In a brief definition, ANN is a group of multiple perceptrons or neurons at each layer. ANN is also known as a Feed-Forward Neural Network due to its inputs that are processed only in a forward direction. A looping constraint on the hidden layer of ANN turns to RNN. RNN has a recurrent connection on the hidden state which ensures the sequential information is captured in the input data. Meanwhile, CNN models are used widely across different applications and domains. CNN is especially prevalent in image and video processing projects.
Meanwhile, GANs are a type of NNs that is described as an unsupervised machine learning algorithm. It is a combination of 2 neural networks, one of which generates patterns and the other tries to distinguish genuine samples from the fake ones. GANs have advanced to a point where they can pick up trivial expressions denoting significant human emotions. For example, the notorious Deep Fakes is deployed by GAN architecture and reconstructed faces in three-dimensional space. When you see faces on the Internet, they might look like real people but are GANs’ algorithm.
The components of neural networks
While there are different types of NNs, they always consist of the same components. The main components include neurons, synapses, weights, biases, and functions.
- Neurons, also referred to as nodes, are a basic unit of NN that receives information, performs simple calculations, and passes it further. Neurons are organised in layers.
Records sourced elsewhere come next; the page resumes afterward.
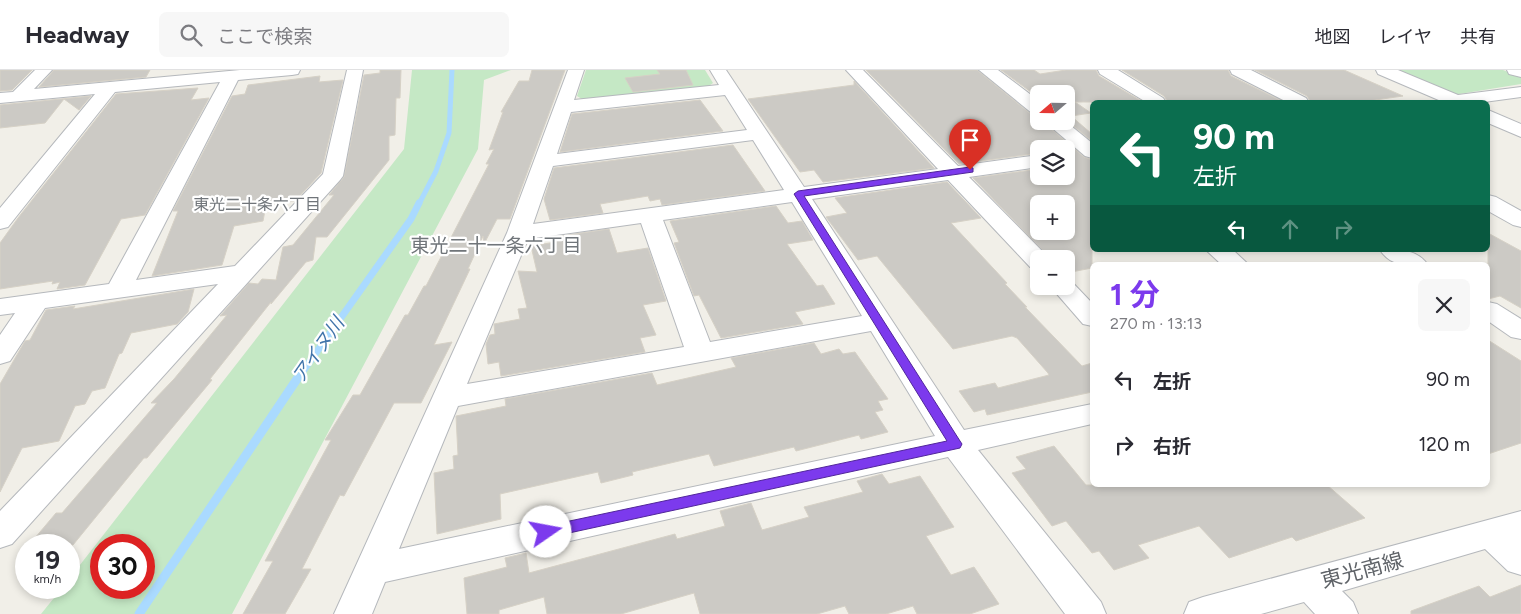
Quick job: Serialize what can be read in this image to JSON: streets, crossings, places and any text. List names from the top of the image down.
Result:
{
  "streets": {
    "street": ["東光南線"]
  },
  "districts": ["東光二十条六丁目", "東光二十一条六丁目"],
  "water": ["アイヌ川"],
  "north": "left",
  "page": {
    "header": "Headway",
    "search": "ここで検索",
    "nav": ["地図", "レイヤ", "共有"],
    "map_buttons": ["+", "−"],
    "turn": ["90 m", "左折"],
    "heading": ["1 分", "270 m · 13:13"],
    "list": [
      {
        "name": "左折",
        "value": "90 m"
      },
      {
        "name": "右折",
        "value": "120 m"
      }
    ],
    "speed": "19 km/h",
    "limit": "30"
  }
}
There is an input layer that receives information, a number of hidden layers, and an output layer that provides valuable results. Neurons only operate numbers in the range [0,1] or [-1,1].
- Synapse is what connects neurons like an electricity cable and every synapse has weight. The weights add to the changes in the input information received in the previous stage.
- A bias neuron allows for more variations of weights to be stored. Biases add a richer representation of an input space to a model’s weight. A bias plays a vital role by making it possible to move the activation function to the left or right on the graph.
How do these neurons work?
Each neuron processes input data to extract a feature. Imagine you have several features and several neurons, each of which is connected with all the features. Each of the neurons has its own weights that are used to weight the features. During the training of the network, you need to select weights for each of the neurons that output provided. And to perform transformations and get an output, every neuron has an activation function. This combination of functions performs a transformation that is described by a common function F which describes the formula behind NN’s magic. See the video below for better understanding and examples:
NNs are useful as a function approximator to map inputs and generate outputs in many tasks of perception. NNs also help achieve more general intelligence when combined with other AI methods.
What do neural networks solve?
Neural networks are a great breakthrough as they can solve complex problems that require analytical calculations. The most common uses of NNs are as follows:
- Classification – for example, a neural network can analyse the parameters of a bank credit such as age, solvency, credit history, and decide whether to loan them money.
- Prediction – the algorithm has the ability to make predictions, such as foresee the rise or fail of a stock based on a situation in the stock market, or see whether a company’s plan will succeed in the future based on the situation and/or history of the company.
- Recognition – this is the widest application of neural networks. For instance, face biometric uses neural networks.